Saturday, March 03, 2007

Cognitive friction

The integration of technology into our daily lives is accelerating at an alarming pace. There are people with bionic arms that attach to their previously defunct nervous system; you can engage in a video telephone call with anybody in the world using Skype and a webcam; you have an unbelievable wealth of knowledge at your fingertips with the internet.


The internet was supposed to be an amazing breakthrough in technology that would allow people from all over the world to communicate with each other from the comfort of their desks. Google lets you search for anything and Wikipedia is an online encyclopedia that has become an indispensible part of our everyday life. There is less of a chance of a Big Brother regime where history is being rewritten by the government but Orwell couldn't have imagined the Internet when he wrote 1984.

The Internet, and technology as a whole has a huge problem - it is not accessible. If you do not have good hearing, good motor skills, good eyesight, or are able to grasp new concepts quickly then the internet is totally useless.

I have good hearing, good motor skills, good eyesight, and I can grasp new technology fairly quickly so I hope that my postulations do not sound pretentious or ill-informed.
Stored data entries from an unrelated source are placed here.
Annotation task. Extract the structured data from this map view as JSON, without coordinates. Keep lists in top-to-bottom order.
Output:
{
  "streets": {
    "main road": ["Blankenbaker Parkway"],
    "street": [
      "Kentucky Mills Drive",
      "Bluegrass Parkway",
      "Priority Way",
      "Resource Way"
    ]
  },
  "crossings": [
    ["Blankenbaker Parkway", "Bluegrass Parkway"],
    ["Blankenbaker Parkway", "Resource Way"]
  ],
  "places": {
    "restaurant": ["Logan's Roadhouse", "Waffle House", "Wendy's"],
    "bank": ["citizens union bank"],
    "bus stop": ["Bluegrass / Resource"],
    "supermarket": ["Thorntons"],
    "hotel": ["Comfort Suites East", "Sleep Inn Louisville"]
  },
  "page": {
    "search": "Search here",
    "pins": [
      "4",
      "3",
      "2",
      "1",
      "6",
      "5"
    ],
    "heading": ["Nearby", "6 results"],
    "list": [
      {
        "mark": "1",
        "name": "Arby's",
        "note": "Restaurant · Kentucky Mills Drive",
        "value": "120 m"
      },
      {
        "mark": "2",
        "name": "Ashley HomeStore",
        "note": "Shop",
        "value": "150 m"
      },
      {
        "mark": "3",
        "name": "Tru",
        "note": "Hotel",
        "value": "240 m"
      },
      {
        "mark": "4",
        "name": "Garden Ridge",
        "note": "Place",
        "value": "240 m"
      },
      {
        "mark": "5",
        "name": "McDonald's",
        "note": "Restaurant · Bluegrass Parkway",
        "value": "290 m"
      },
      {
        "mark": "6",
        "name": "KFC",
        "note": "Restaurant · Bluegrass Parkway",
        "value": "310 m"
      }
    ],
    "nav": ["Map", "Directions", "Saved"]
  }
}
Text-to-speech technology is still rather primitive but it does work [note that this is the full video and not the crummy news piece that mocked the work that MS have completed]. It might be useful for text documents but what about reading an article on Wikipedia? There are roughly 100 words surrounding the content of the page that you don't care about and the TTS software is going to have to parse those each time.

The pointing device

The mouse is probably the worst device for people who have recently lost motor control skills - stroke sufferers being a good example; or those who have poor motor skills due to an ongoing disability. This YouTube video is a clip from 1984 demonstrating what it was like to use a mouse for the first time

Fitt's Law dictates that people with acceptable motor skills still take several iterative attempts to reach their destination on a computer dekstop. When will touch-screen technology become common place enough that using a this pointing device with two buttons can be replaced?

What does that mean?

What about people who have difficulties with picking up new ideas? The internet moves at such a whirlwind pace that when they have mastered one user interface paradigm it is already too late.


Who is designing websites for people who want the information presented to them in a clear manner? I read the BBC News website every day. The BBC is a publicly funded TV service in the UK. As such, they have the moral obligation to present their content to every group.

The BBC tries to do its best but it is still difficult to find the Accessibility information. Their webpage is extremely cluttered with hyperlnks everywhere. It is intimidating for anybody who looks at it for the firs time. I suspect that I use reflexive memory to browse their site. I just know where the links are. If you struggled to use a mouse or had poor sight then trying to navigate to the news for your local area then you would be better off listening to the BBC News channel.

If you were not able to mentally parse all of the information available on that page with ease then it would be a nightmare for you. Why don't the BBC offer a simple webpage with News, Sport, and Weather sections?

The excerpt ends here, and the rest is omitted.